First, like g g noted, $K \geq 0$ if $n = 1$, so the kernel matrix is semipositive there. For $n = 2$, the kernel matrix we get is of the form
$$
B = \begin{pmatrix} 1 & a \\ a & 1 \end{pmatrix}
$$
where $0 \leq a \leq 1$. By inspection, the eigenvectors of this matrix are $(1,1)$ and $(1,-1)$ with eigenvalues $1 + a$ and $1-a$, which are nonnegative, so the kernel matrix is semipositive.
In general,
we have $\min(x,y) = \frac12(x + y - |x-y|)$ and $\max(x,y) = \frac12(x + y + |x-y|)$. Then
$$
K(x,y)
= \frac{\sum_j \min(x_j,y_j)}{\sum_j \max(x_j,y_j)}
= \frac{|x+y|_1 - |x-y|_1}{|x+y|_1 + |x-y|_1},
$$
where $|\,\cdot\,|_1$ is the $1$-norm. I haven't been able to do anything with this so far.

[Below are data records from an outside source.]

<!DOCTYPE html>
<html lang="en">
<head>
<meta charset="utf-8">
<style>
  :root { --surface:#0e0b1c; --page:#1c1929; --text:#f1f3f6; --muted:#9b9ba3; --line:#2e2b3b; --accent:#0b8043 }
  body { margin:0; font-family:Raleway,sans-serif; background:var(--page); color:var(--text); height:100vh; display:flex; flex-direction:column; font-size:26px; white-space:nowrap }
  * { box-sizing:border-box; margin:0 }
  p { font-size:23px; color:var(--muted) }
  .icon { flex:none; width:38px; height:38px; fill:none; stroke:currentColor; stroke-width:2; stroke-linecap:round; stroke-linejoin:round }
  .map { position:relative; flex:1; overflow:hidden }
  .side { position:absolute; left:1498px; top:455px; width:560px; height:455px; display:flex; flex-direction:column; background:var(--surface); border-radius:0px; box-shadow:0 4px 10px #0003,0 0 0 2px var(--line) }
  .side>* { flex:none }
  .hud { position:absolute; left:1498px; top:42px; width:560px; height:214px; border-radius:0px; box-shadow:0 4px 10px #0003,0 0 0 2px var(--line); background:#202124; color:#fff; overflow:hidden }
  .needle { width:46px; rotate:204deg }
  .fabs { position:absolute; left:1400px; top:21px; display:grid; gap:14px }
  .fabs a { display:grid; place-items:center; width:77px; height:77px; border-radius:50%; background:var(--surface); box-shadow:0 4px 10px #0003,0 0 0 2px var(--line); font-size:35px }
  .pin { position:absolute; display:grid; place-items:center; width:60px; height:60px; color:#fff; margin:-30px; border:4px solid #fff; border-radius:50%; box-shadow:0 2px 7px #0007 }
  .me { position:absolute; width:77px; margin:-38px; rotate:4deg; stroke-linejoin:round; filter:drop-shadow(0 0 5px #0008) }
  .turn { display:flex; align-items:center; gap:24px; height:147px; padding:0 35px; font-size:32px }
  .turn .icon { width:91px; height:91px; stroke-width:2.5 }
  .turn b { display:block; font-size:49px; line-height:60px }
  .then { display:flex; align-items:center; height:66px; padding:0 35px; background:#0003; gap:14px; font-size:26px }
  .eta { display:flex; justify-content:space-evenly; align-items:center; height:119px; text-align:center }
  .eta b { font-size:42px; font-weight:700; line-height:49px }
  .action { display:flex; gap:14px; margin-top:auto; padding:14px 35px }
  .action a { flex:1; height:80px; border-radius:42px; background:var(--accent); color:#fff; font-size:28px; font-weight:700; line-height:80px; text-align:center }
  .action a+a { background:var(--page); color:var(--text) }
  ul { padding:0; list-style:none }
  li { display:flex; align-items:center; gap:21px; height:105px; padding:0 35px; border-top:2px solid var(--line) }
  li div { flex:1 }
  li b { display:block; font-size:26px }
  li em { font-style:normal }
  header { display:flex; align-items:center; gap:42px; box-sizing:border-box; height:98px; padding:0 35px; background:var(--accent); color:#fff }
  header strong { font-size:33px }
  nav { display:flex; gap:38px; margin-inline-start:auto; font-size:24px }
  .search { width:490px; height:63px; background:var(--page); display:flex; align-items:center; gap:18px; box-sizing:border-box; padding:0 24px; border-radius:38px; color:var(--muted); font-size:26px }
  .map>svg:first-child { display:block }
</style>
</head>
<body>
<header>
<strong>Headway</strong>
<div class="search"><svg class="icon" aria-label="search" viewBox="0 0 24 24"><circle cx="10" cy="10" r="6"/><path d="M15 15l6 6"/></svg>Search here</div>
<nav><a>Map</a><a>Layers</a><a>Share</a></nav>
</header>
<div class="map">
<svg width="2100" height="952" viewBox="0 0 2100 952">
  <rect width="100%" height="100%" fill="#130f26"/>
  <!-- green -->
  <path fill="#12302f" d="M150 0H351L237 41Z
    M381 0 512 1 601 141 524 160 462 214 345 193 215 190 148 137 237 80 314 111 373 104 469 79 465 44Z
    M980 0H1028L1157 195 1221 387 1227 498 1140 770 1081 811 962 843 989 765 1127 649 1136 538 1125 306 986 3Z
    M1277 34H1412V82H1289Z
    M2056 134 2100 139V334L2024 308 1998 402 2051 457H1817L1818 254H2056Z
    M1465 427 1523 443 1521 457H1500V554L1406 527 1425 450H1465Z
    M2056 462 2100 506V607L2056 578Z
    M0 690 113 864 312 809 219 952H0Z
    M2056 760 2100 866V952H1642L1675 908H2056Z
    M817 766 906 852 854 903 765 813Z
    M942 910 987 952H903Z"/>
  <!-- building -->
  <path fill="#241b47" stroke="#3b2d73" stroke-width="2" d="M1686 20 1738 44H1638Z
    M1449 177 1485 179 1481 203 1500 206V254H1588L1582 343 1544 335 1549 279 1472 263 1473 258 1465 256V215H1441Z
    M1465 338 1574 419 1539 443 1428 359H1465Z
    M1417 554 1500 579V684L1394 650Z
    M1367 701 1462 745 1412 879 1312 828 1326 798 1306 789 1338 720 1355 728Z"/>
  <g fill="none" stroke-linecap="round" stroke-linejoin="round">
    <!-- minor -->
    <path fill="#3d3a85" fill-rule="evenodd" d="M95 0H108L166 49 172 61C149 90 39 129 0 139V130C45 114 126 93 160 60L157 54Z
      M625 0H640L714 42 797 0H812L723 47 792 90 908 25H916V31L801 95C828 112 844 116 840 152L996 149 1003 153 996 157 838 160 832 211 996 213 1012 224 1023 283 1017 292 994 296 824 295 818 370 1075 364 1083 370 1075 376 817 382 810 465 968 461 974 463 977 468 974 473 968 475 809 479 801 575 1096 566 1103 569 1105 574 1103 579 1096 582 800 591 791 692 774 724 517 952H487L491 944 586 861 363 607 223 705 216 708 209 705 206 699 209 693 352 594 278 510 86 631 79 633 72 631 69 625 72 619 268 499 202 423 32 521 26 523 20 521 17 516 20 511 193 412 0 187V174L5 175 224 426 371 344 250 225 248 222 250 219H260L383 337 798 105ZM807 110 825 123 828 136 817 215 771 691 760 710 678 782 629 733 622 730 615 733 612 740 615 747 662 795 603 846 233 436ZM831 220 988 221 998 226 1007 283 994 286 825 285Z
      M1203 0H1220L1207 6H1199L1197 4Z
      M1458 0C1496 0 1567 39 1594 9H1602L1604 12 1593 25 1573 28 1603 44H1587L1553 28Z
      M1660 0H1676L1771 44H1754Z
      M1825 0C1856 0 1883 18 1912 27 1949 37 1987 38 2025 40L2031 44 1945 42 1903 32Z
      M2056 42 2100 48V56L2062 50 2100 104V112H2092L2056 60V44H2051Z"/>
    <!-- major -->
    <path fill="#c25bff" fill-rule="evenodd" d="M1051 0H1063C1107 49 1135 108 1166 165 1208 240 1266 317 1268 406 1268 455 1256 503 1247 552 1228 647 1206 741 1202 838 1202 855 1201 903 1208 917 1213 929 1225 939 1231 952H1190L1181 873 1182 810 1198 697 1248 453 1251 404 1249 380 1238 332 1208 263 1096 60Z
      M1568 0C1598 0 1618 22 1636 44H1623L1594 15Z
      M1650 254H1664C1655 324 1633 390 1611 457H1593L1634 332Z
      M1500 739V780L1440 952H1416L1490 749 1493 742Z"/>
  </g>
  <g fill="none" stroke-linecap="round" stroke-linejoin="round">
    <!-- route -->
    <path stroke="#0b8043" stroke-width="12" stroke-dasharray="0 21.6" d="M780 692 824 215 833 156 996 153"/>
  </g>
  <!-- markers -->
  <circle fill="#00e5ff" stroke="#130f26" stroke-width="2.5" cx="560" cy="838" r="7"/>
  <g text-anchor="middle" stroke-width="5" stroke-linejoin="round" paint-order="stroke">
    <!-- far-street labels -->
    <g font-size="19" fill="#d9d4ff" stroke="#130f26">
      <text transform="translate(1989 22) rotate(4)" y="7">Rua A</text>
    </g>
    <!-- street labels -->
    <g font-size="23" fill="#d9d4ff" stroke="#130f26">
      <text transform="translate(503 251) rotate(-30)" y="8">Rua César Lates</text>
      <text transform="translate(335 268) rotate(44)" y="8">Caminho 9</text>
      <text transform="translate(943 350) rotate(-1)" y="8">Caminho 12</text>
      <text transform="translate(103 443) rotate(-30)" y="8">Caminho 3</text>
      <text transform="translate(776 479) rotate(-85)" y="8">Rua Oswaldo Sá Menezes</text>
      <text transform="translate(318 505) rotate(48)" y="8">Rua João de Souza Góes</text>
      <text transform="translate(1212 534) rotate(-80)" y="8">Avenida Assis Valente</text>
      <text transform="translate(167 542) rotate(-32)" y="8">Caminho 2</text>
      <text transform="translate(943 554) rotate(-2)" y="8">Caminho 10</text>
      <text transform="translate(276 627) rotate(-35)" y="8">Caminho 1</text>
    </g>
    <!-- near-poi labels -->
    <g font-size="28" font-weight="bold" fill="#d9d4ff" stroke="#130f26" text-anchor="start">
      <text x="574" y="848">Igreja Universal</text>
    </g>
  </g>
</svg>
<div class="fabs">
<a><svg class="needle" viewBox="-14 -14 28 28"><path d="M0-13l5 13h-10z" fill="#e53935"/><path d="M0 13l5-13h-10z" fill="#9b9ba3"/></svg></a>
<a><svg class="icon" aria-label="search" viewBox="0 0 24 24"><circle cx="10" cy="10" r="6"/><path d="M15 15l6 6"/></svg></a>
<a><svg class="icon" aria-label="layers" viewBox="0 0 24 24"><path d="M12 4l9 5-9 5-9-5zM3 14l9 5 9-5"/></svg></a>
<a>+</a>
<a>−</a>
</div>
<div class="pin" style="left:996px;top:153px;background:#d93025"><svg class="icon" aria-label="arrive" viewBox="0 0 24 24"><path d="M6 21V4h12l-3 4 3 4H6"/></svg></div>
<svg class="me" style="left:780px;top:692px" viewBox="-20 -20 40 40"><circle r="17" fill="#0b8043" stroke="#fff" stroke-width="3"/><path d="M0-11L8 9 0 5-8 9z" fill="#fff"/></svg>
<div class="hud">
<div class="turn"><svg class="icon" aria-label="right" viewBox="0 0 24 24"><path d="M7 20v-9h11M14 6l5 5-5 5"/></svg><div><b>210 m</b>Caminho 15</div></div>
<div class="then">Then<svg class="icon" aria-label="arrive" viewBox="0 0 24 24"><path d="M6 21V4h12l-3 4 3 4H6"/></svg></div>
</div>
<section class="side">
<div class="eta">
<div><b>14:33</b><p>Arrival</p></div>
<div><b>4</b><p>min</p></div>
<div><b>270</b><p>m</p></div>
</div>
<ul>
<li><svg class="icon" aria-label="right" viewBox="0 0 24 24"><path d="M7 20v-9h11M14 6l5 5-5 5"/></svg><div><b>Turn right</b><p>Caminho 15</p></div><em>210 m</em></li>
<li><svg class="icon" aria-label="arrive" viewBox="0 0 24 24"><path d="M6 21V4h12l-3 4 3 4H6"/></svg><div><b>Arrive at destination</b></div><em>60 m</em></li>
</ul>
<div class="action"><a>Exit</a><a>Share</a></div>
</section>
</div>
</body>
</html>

This is close to some trigonometric identities: If we write $t(x,y) := \sqrt{|x-y|_1/|x+y|_1}$ then $K = (1-t^2)/(1+t^2)$ so if we set $t(x,y) =: \tan \theta(x,y)$ then $K = \cos 2\theta(x,y)$. But I don't know how to do anything useful with that in the quadratic form the kernel matrix $B$ defines.
As I said in a comment, we can have numpy crunch some randomly sampled examples:
https://pastebin.com/UGKrvxSK
This has only given me positive-definite matrices so far for $K$, while randomly sampling matrices with entries between $0$ and $1$ and $1$s on the diagonal yields matrices that are almost never positive-definite as $n$ grows, which seems like some kind of evidence for the kernel matrix being positive-definite in general.